• **Task**:
What lines below mention the word "label"? Copy each one.

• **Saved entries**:
Content starts

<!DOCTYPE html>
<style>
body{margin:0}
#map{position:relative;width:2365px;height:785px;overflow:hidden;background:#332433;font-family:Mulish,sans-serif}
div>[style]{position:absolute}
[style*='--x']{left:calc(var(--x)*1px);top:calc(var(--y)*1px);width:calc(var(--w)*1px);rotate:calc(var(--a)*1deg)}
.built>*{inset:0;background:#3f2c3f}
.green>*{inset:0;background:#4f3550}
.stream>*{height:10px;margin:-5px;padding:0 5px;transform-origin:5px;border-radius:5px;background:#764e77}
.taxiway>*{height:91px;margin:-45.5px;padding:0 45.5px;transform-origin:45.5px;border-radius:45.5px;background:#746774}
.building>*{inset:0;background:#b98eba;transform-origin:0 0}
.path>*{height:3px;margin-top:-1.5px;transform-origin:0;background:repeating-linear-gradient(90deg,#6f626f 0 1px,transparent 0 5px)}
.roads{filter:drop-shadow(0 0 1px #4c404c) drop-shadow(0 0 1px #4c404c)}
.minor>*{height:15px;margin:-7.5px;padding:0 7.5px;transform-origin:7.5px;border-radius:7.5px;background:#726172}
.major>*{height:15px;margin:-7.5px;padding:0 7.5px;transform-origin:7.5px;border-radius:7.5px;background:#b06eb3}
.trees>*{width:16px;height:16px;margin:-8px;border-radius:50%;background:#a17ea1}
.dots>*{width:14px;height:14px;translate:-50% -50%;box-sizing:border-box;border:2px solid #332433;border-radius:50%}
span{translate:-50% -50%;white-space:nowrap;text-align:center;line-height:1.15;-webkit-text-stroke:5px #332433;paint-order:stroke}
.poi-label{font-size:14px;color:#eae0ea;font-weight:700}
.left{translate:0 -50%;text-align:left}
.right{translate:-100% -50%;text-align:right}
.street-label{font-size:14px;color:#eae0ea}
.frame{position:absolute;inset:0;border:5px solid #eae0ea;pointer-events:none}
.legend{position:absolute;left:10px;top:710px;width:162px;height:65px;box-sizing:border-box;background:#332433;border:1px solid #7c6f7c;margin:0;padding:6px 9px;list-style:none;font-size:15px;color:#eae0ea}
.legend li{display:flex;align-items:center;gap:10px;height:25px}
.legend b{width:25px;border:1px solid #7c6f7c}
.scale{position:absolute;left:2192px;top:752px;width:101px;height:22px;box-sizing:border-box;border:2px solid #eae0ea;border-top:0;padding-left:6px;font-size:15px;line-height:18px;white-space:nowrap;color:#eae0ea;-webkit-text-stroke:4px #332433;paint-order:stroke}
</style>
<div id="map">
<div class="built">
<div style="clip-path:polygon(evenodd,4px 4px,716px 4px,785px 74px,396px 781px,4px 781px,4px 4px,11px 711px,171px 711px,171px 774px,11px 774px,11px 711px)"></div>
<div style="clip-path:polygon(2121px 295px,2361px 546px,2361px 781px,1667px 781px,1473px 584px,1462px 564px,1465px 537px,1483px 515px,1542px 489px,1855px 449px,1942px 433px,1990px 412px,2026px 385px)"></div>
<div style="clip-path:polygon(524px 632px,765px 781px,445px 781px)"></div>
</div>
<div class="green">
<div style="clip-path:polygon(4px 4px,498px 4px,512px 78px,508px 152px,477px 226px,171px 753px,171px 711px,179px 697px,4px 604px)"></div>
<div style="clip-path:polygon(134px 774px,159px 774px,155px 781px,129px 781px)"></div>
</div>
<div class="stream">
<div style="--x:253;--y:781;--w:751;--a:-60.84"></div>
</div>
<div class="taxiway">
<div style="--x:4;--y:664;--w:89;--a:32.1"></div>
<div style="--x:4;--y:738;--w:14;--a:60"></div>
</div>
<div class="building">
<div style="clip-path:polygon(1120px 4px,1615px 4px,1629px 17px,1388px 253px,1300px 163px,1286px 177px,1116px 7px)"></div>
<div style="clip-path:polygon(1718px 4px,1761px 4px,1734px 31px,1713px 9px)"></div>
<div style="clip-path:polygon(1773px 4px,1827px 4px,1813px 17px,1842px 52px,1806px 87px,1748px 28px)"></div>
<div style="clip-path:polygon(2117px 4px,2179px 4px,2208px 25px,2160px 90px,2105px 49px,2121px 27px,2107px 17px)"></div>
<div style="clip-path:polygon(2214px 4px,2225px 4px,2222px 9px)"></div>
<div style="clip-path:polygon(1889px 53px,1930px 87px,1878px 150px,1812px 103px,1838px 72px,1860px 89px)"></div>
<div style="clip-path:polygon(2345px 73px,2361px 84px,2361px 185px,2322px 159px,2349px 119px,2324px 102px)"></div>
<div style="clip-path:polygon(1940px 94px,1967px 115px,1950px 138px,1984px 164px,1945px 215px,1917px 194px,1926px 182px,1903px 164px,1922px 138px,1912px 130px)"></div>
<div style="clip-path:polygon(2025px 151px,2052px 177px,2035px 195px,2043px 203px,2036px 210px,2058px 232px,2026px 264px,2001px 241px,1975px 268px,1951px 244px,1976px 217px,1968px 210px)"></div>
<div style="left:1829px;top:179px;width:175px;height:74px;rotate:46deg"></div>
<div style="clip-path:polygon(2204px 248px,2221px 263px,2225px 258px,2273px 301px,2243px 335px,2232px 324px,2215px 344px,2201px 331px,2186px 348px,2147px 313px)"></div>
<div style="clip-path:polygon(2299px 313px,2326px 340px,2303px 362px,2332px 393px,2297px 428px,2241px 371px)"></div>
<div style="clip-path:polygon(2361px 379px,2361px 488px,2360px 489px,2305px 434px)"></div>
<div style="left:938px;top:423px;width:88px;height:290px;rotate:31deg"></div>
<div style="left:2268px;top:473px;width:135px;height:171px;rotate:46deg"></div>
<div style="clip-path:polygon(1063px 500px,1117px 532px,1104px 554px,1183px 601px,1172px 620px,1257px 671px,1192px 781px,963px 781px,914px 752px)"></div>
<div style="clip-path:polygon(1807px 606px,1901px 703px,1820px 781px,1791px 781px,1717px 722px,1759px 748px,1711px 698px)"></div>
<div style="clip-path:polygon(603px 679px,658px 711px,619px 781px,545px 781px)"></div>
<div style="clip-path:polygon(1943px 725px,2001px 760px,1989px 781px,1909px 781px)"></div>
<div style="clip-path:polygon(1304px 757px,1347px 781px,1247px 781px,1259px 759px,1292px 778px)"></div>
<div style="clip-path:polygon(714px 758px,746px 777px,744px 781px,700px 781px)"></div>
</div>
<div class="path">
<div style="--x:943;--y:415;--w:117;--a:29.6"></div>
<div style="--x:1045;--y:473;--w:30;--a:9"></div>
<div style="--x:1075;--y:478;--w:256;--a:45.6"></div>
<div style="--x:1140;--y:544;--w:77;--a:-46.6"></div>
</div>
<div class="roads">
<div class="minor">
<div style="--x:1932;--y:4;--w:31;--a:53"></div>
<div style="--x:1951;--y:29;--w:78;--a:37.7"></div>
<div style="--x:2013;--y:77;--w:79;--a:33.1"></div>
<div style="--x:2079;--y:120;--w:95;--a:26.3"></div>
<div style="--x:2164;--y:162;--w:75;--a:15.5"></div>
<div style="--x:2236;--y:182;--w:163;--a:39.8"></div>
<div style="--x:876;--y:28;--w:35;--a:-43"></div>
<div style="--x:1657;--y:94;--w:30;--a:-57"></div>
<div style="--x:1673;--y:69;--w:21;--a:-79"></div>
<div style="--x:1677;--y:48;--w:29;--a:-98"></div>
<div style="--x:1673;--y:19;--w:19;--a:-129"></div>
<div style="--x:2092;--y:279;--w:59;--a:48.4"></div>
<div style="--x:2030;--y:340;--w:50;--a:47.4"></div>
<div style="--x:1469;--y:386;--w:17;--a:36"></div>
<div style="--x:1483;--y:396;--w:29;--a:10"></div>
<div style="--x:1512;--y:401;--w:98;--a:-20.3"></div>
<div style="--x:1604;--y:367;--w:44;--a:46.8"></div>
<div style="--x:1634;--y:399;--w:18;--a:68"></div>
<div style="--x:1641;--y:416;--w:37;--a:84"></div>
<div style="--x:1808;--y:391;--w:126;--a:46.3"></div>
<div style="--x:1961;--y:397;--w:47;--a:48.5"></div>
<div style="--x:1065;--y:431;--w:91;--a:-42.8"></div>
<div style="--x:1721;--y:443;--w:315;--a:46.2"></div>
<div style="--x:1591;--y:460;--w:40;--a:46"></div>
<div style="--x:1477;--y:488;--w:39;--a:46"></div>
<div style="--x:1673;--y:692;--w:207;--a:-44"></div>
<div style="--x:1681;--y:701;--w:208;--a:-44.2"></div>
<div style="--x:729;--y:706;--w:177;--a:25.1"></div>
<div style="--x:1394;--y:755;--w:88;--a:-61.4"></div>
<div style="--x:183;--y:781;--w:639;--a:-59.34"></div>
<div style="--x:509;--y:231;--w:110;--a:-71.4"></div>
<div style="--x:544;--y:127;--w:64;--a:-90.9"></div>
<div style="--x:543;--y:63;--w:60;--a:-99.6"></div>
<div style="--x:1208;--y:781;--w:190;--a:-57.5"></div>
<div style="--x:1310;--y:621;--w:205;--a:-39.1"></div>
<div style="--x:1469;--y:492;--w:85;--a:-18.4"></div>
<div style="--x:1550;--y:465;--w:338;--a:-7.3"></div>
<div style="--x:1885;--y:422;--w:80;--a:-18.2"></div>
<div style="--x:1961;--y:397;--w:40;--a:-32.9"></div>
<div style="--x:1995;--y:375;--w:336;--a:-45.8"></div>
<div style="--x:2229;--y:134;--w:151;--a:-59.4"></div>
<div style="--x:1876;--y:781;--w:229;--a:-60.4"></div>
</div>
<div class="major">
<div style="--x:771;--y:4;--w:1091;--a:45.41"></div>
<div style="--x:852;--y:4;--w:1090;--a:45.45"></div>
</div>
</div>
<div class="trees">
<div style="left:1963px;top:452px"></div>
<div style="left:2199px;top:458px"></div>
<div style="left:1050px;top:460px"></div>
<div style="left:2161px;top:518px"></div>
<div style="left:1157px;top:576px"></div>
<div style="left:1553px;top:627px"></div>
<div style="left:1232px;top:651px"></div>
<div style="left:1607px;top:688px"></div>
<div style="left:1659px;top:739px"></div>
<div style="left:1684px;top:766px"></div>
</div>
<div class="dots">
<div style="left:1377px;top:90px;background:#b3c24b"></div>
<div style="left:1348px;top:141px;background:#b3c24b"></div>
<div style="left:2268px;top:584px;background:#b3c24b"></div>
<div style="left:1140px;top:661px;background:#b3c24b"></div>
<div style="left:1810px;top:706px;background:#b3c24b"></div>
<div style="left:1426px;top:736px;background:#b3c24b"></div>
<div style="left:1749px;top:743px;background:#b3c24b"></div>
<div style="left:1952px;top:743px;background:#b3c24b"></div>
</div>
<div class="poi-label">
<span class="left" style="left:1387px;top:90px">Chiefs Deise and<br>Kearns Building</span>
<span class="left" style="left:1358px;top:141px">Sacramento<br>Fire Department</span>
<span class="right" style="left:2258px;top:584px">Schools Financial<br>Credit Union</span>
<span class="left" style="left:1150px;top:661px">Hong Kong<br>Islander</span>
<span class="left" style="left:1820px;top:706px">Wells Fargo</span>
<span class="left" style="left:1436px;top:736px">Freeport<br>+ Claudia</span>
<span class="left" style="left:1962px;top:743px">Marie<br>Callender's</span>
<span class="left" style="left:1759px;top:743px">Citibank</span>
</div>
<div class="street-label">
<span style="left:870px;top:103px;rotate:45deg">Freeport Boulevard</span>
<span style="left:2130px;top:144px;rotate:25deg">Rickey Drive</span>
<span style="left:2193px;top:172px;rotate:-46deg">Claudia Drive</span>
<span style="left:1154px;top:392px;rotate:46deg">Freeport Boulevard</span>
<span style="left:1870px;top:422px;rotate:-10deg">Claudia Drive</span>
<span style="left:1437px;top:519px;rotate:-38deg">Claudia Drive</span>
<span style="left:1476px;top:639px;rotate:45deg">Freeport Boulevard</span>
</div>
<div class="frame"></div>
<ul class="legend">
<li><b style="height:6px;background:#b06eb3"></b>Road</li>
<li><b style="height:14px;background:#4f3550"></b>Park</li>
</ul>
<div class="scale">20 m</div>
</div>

Content ends

• **The answer**:
.poi-label{font-size:14px;color:#eae0ea;font-weight:700}
.street-label{font-size:14px;color:#eae0ea}
<div class="poi-label">
<div class="street-label">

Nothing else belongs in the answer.